:: EXERCISE MATERIALS ::
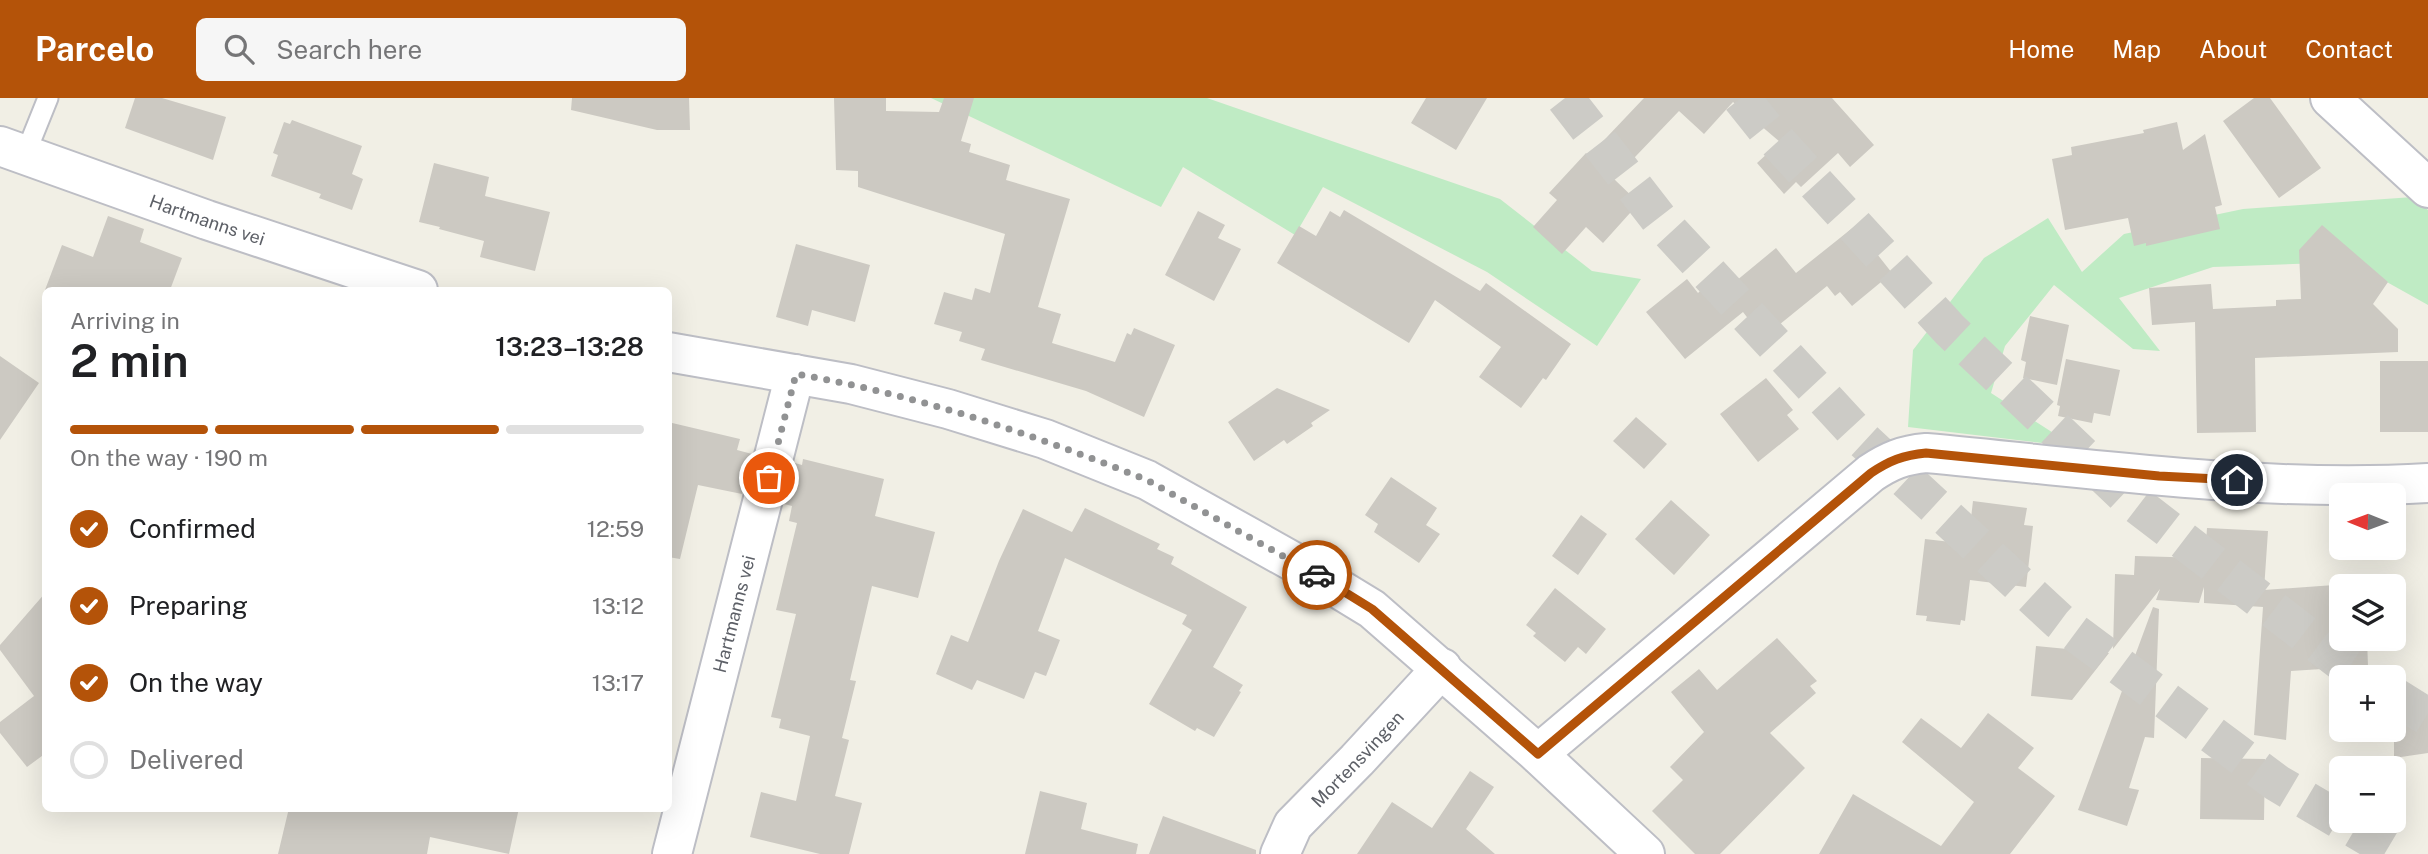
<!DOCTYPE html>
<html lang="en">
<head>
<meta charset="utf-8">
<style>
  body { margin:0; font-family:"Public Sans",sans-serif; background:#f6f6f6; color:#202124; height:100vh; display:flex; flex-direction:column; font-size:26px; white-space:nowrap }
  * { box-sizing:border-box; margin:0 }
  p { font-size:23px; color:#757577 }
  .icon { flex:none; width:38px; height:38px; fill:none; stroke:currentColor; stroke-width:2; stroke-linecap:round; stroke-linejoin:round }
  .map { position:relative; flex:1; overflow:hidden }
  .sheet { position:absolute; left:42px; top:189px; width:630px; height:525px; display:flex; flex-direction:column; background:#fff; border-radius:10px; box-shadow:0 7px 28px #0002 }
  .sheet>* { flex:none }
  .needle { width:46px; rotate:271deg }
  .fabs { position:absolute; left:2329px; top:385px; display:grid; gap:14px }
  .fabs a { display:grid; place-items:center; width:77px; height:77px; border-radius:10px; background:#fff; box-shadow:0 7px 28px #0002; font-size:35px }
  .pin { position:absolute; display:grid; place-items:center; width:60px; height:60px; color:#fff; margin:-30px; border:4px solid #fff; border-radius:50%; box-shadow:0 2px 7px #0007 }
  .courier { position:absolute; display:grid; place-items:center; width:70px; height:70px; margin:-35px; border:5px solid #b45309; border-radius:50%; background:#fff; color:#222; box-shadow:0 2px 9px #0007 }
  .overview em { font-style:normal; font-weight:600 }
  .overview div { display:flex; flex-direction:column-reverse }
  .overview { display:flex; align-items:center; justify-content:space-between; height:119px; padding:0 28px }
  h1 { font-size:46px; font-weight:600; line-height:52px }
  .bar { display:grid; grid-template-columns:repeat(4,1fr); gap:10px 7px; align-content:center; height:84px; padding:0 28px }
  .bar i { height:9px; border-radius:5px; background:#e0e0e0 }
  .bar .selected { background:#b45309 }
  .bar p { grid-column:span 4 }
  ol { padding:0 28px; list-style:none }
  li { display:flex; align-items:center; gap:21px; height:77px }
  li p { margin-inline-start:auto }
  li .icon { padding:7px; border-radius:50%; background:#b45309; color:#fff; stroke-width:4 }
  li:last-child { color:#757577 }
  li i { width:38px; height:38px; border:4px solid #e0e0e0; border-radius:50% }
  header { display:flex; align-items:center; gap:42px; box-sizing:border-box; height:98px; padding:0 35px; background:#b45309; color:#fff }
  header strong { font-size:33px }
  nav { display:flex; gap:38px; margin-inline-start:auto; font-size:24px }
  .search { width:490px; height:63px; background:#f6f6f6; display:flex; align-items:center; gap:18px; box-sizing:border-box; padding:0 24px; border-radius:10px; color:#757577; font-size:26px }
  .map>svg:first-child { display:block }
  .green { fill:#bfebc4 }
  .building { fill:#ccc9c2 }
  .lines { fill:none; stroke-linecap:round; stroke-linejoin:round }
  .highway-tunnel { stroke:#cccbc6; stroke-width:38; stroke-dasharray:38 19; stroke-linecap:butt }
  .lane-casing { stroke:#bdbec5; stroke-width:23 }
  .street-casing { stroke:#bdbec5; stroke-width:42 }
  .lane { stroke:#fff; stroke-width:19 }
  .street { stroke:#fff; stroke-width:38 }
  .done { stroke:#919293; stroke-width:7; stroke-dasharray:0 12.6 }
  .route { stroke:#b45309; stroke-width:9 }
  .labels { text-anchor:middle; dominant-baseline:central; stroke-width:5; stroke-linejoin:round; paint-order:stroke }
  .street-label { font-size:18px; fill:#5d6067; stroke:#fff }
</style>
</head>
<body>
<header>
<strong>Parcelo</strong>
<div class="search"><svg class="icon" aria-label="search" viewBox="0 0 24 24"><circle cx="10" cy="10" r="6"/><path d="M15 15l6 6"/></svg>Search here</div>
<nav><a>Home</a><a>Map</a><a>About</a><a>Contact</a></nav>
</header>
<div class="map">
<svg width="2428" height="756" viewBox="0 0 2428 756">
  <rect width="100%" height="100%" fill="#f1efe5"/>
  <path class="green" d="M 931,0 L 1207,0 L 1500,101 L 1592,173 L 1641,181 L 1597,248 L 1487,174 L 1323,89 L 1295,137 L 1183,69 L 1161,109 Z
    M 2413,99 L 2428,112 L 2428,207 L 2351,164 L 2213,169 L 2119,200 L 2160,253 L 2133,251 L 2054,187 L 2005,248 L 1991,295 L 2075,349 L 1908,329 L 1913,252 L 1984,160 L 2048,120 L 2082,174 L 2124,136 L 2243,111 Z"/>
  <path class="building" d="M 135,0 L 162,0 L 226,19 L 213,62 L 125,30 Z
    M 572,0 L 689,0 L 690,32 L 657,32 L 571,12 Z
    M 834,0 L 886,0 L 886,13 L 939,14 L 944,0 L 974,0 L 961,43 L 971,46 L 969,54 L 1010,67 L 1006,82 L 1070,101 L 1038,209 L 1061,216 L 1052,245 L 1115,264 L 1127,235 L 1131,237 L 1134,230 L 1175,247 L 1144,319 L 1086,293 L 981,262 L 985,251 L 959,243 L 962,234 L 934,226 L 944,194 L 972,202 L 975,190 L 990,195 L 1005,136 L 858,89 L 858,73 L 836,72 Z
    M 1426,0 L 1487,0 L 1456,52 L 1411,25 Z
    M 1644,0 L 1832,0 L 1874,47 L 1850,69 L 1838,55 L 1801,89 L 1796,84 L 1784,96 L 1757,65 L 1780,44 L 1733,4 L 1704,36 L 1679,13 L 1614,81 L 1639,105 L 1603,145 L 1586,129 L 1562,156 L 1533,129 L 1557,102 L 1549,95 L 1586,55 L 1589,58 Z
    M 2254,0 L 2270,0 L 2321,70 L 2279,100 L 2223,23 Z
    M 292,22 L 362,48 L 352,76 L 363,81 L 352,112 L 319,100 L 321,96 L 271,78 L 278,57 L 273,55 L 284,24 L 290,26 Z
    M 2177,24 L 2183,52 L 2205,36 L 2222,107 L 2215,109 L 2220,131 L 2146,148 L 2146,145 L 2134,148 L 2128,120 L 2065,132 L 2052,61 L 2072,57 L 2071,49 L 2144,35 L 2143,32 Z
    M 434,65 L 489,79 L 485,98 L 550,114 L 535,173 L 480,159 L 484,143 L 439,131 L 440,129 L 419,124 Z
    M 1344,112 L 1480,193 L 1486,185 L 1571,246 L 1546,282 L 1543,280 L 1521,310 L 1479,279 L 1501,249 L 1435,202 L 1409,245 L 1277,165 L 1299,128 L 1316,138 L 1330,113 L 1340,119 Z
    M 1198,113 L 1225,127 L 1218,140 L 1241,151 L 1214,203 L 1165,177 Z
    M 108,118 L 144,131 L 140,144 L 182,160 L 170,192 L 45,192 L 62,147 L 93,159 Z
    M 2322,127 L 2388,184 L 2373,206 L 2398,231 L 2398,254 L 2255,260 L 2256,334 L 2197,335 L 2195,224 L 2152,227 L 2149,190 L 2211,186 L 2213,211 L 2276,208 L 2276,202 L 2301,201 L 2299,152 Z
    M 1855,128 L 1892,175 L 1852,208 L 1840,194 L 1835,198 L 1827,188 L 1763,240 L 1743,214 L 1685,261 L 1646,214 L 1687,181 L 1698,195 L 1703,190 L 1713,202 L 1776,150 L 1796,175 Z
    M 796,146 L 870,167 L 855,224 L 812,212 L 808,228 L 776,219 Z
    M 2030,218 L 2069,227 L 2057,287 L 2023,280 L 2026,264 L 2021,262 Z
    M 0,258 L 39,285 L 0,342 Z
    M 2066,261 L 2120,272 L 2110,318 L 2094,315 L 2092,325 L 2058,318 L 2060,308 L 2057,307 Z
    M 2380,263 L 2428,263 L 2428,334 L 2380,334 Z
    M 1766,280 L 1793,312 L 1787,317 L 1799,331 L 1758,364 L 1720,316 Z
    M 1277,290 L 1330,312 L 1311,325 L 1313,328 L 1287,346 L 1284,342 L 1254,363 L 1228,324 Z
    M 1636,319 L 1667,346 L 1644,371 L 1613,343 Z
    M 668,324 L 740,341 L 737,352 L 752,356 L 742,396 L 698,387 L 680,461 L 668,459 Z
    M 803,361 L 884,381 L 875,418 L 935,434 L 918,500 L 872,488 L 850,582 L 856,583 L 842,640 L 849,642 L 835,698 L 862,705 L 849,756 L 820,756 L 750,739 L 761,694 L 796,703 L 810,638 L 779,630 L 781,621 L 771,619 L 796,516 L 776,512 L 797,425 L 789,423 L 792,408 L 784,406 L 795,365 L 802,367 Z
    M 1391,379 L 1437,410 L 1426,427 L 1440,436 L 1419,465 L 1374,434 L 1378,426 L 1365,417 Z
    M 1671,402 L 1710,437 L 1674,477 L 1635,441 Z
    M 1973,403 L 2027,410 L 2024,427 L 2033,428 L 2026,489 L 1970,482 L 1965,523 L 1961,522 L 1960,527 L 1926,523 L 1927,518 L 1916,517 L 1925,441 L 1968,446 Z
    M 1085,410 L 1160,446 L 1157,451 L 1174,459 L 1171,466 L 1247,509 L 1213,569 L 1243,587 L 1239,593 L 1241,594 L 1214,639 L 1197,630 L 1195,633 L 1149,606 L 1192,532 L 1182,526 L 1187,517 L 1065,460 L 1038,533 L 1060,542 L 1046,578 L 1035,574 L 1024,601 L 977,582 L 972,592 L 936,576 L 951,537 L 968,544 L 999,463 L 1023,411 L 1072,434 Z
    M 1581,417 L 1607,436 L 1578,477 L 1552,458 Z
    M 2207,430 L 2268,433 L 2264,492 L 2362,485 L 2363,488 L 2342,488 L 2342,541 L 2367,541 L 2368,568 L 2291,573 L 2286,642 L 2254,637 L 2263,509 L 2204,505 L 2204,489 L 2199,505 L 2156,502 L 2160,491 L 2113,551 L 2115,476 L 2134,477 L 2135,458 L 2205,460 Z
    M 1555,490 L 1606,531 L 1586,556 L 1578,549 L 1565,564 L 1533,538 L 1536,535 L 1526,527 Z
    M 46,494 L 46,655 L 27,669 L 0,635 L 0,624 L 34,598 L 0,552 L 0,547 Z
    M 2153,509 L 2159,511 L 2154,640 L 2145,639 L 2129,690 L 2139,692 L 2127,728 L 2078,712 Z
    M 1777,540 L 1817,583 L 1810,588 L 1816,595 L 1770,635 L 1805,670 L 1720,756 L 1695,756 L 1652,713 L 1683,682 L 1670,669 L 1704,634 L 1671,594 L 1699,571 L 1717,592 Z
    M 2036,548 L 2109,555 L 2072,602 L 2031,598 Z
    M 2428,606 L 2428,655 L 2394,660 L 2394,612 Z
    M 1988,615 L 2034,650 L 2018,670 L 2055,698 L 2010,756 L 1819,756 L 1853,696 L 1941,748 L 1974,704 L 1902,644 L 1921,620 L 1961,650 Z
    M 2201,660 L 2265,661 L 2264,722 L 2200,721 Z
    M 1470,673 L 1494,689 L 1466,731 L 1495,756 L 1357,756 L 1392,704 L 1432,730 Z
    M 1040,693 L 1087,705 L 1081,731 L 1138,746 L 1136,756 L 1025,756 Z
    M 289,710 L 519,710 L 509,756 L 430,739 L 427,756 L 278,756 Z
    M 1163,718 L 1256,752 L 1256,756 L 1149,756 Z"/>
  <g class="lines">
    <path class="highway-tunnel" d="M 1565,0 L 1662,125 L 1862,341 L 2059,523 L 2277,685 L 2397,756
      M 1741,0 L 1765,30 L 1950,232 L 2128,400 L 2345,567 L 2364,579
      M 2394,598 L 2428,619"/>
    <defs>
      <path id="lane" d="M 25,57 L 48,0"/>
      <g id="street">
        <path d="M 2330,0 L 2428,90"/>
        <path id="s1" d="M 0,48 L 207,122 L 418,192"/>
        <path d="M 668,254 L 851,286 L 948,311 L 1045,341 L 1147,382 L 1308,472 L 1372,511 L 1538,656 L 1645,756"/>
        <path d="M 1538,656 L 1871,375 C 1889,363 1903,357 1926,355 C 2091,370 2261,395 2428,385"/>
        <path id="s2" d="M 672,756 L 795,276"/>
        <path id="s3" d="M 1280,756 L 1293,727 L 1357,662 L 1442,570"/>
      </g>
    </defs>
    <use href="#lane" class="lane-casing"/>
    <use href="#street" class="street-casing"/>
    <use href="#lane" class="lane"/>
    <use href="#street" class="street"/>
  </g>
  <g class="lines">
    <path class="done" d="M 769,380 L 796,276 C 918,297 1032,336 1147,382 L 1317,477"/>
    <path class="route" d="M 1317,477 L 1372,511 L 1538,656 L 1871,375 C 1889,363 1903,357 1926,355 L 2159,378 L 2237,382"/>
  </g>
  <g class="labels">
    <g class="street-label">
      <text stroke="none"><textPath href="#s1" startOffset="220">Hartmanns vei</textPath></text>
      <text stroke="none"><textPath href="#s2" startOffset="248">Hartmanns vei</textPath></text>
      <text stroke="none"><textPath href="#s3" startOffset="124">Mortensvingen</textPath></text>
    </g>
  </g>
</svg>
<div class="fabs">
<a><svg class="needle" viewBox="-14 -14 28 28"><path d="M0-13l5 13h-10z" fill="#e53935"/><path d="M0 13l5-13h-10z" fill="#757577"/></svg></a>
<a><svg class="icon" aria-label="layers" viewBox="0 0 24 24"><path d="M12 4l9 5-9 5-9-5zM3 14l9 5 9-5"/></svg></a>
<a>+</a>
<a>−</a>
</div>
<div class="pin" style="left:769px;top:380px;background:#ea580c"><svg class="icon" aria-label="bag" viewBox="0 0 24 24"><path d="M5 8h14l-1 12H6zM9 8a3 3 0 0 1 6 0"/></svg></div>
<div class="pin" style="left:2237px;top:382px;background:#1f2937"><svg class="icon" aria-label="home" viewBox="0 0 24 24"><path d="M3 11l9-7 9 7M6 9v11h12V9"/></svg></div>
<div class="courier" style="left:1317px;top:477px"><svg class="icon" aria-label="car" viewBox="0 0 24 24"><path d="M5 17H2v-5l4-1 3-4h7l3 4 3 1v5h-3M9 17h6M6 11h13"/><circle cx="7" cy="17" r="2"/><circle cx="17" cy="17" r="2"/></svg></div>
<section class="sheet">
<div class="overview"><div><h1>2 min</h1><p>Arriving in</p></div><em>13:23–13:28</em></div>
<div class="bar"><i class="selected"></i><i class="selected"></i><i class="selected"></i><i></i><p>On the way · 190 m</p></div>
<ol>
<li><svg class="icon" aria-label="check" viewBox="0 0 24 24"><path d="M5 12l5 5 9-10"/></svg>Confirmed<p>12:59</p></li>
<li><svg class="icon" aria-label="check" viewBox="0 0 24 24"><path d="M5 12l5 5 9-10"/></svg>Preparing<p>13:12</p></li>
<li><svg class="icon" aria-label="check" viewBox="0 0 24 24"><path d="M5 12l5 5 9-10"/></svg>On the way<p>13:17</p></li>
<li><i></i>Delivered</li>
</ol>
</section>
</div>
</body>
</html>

:: GOAL OF THE EXERCISE ::
What is needed is the exact run of lines from the start of the data through the line with "position:relative; flex:1; overflow:hidden", both ends included, minus the pictures.

:: TASK OUTPUT ::
<!DOCTYPE html>
<html lang="en">
<head>
<meta charset="utf-8">
<style>
  body { margin:0; font-family:"Public Sans",sans-serif; background:#f6f6f6; color:#202124; height:100vh; display:flex; flex-direction:column; font-size:26px; white-space:nowrap }
  * { box-sizing:border-box; margin:0 }
  p { font-size:23px; color:#757577 }
  .icon { flex:none; width:38px; height:38px; fill:none; stroke:currentColor; stroke-width:2; stroke-linecap:round; stroke-linejoin:round }
  .map { position:relative; flex:1; overflow:hidden }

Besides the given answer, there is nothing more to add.